Our aim in this study is to assess the effect of factors such as age, etiology, defect size, application of lumbar drainage and surgical technique on Cerebrospinal Fluid (CSF) fistula repair success rates.
The Electronic Medical Records (EMR) system of our clinic was retrospectively reviewed for cases that were operated between 2006 and 2020 for CSF fistula originating from anterior skull base with endoscopic transnasal technique. A total of 35 patients were included in the study. Patients were grouped according to the number of layers used in repair (two, three or four-layered reconstruction) and defect size (smaller than 5 mm, 5 to 10 mm and larger than 10mm), etiology, location of the defect and application of lumbar drainage as LD (+) and LD (-). Complications and CSF leak recurrence were compared between groups.
Recurrence rates in patients who had 2 layered reconstructions were significantly higher compared to patients who had 3 or 4 layered reconstructions (p=0.049). The recurrence rate in LD (+) group (41.7%) was significantly lower compared to LD (-) group (4.3%) (p=0.012). There were no significant difference in recurrence rates between groups in terms of age, defect size, defect location and etiology.
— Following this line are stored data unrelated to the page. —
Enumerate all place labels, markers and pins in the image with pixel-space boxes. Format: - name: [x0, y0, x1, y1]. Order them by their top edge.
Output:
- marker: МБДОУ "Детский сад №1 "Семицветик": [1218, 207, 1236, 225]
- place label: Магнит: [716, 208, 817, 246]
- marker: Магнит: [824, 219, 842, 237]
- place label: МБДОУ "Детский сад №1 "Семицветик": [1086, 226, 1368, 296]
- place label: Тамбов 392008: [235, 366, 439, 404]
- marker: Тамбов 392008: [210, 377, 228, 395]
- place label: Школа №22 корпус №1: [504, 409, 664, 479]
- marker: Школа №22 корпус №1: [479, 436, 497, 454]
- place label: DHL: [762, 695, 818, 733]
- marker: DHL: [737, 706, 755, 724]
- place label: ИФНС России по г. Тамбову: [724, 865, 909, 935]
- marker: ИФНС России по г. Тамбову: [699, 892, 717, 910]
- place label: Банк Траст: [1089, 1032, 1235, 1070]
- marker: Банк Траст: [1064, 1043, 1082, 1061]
In endoscopic transnasal repair of anterior skull base-derived bos fistulas, planning the reconstruction at least 3 times and applying lumbar CSF drainage increases the success rates.
本研究的目的是评估年龄、病因、缺损大小、腰大池引流的应用以及手术技术等因素对脑脊液(CSF)瘘修补成功率的影响。
回顾性分析我院门诊电子病历系统中2006年至2020年期间采用鼻内镜经鼻技术治疗的前颅底脑脊液瘘患者的病例。共纳入35例患者。根据修补所用层数(两层、三层或四层重建)、缺损大小(小于5mm、5至10mm和大于10mm)、病因、缺损位置以及腰大池引流的应用情况(LD(+)和LD(-))对患者进行分组。比较各组之间的并发症和脑脊液漏复发情况。
两层重建患者的复发率显著高于三层或四层重建患者(p=0.049)。LD(+)组的复发率(41.7%)显著低于LD(-)组(4.3%)(p=0.012)。在年龄、缺损大小、缺损位置和病因方面,各组之间的复发率无显著差异。
在前颅底源性脑脊液瘘的鼻内镜经鼻修补术中,至少进行三层重建并应用腰大池脑脊液引流可提高成功率。